◆ Exercise goal ◆
Keep only the lines of the listing that include the word "body", and copy them.

──────── Listed records

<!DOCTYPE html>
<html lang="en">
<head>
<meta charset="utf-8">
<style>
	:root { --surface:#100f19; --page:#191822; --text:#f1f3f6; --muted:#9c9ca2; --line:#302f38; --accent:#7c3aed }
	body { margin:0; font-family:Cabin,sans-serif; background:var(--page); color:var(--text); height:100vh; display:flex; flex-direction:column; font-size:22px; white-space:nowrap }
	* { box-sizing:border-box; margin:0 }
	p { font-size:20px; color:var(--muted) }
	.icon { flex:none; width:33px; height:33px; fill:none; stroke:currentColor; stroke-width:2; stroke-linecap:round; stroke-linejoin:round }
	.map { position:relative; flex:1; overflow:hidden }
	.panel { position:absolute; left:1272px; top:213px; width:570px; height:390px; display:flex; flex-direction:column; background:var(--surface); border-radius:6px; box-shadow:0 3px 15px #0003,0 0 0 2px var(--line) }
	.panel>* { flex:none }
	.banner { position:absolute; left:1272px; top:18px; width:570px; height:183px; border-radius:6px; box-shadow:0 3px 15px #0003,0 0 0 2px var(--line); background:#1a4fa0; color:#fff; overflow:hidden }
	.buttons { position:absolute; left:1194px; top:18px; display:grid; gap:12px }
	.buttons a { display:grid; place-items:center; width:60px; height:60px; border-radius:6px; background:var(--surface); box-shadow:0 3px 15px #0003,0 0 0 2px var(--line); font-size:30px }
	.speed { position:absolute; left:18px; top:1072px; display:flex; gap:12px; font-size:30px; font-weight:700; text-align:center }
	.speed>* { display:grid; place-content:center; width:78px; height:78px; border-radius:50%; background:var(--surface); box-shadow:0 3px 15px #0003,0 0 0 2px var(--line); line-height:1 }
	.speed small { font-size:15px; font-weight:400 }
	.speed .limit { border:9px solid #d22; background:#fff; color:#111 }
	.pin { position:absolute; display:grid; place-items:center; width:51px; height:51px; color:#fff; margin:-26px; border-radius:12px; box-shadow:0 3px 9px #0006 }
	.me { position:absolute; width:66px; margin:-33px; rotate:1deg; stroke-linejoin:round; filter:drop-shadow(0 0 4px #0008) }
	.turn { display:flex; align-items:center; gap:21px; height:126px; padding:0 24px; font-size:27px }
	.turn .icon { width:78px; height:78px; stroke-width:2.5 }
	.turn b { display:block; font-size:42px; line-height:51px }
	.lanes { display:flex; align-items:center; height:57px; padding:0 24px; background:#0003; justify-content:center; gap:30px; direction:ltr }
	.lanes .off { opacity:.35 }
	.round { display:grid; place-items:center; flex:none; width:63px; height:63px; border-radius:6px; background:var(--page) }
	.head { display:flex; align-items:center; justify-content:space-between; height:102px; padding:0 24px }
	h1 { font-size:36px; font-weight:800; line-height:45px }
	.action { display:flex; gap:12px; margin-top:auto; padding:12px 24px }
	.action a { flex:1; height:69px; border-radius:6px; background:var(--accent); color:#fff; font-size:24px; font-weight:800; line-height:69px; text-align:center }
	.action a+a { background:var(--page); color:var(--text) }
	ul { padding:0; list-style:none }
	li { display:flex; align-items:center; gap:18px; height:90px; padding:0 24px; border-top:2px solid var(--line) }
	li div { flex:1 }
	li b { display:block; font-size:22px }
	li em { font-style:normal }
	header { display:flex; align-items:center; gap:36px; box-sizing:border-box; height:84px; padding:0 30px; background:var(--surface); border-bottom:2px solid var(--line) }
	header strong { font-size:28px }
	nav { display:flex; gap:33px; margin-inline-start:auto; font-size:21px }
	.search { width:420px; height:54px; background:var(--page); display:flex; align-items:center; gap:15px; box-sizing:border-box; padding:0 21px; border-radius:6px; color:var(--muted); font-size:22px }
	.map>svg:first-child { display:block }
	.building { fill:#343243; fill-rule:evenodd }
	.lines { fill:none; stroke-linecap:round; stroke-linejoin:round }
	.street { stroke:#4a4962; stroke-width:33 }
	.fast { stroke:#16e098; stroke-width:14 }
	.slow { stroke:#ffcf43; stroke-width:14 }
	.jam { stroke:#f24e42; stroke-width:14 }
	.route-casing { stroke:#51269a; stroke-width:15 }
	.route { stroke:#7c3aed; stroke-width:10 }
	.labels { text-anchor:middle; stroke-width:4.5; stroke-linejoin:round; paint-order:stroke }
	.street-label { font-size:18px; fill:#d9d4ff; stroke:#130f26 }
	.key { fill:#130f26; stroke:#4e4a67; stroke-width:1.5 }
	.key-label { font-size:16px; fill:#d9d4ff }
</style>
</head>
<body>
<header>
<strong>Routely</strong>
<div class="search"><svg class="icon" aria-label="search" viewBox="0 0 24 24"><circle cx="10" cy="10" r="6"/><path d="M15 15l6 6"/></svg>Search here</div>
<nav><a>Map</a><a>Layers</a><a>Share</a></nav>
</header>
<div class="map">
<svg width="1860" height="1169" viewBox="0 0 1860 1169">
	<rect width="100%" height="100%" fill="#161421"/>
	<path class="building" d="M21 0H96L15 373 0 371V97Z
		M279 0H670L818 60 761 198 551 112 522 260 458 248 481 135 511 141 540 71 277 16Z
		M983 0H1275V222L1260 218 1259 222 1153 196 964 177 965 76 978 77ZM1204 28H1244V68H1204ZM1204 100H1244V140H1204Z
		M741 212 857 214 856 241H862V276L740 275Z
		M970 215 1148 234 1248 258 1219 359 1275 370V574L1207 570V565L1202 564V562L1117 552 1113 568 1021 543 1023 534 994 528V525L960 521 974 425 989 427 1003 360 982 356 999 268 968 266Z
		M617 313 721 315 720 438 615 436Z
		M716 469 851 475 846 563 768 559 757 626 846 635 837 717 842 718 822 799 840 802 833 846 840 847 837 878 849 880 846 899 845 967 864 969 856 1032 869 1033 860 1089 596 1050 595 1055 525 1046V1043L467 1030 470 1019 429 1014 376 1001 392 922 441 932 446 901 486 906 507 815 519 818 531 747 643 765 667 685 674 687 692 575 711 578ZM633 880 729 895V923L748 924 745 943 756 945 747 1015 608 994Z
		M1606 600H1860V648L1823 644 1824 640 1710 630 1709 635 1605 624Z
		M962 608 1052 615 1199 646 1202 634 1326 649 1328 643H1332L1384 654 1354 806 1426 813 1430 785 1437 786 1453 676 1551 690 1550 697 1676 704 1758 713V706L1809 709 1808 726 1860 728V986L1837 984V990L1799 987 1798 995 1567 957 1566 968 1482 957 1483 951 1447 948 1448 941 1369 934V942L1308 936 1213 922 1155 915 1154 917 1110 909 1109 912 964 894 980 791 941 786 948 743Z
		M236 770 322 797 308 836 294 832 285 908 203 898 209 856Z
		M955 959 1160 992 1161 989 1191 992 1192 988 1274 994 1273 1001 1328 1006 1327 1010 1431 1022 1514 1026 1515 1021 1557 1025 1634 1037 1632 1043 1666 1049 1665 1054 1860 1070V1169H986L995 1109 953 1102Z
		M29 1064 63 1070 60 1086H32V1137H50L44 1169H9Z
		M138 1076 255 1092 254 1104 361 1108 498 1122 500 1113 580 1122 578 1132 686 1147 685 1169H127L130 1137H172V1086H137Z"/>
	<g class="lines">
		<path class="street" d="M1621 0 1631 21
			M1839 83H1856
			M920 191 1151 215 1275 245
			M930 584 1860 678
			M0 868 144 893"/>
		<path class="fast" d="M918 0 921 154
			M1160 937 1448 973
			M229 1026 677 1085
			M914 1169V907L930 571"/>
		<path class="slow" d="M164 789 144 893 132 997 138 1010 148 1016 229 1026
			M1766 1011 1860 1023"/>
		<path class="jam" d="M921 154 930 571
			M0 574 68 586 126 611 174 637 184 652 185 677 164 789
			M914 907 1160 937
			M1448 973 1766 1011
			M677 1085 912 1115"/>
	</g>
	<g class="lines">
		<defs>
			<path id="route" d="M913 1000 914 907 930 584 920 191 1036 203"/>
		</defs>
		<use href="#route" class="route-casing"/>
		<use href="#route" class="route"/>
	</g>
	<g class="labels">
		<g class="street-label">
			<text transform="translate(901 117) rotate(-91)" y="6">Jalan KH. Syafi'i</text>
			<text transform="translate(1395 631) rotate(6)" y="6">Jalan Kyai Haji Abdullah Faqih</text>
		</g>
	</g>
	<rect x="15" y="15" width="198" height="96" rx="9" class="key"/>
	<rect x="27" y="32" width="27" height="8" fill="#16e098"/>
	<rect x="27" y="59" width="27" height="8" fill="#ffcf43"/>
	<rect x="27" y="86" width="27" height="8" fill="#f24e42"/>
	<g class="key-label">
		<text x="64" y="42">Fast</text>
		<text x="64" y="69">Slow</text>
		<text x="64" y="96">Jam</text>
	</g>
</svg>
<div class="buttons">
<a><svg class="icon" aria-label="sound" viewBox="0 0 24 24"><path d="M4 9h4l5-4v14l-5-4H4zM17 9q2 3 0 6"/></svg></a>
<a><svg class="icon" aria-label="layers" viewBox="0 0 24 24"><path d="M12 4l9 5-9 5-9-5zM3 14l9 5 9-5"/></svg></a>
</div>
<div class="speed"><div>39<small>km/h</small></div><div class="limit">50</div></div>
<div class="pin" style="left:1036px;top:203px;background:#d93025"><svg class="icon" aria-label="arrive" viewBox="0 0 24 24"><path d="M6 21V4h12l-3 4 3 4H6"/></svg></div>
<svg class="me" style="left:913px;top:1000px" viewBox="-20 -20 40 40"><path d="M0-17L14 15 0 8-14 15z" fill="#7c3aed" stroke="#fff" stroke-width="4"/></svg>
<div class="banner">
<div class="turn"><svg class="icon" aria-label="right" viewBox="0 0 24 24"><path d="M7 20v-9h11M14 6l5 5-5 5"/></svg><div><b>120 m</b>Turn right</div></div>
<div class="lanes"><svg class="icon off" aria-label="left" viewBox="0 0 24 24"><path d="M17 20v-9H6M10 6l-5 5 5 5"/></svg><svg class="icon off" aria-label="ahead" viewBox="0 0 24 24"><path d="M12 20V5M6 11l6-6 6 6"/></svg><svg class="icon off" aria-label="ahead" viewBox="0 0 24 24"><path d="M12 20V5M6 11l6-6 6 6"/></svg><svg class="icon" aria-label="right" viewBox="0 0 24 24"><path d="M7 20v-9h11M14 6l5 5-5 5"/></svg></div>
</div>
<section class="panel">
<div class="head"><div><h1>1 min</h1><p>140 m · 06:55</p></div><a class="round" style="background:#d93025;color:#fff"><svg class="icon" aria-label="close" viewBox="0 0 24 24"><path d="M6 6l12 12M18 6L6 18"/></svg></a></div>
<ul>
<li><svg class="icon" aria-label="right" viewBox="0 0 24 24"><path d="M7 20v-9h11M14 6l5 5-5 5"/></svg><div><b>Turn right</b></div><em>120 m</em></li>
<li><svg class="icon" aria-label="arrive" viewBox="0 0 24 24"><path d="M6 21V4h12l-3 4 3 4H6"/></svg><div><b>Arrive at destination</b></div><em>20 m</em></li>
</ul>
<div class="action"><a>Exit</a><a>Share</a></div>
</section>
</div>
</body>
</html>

────────────────

◆ Result below ◆
	body { margin:0; font-family:Cabin,sans-serif; background:var(--page); color:var(--text); height:100vh; display:flex; flex-direction:column; font-size:22px; white-space:nowrap }
<body>
</body>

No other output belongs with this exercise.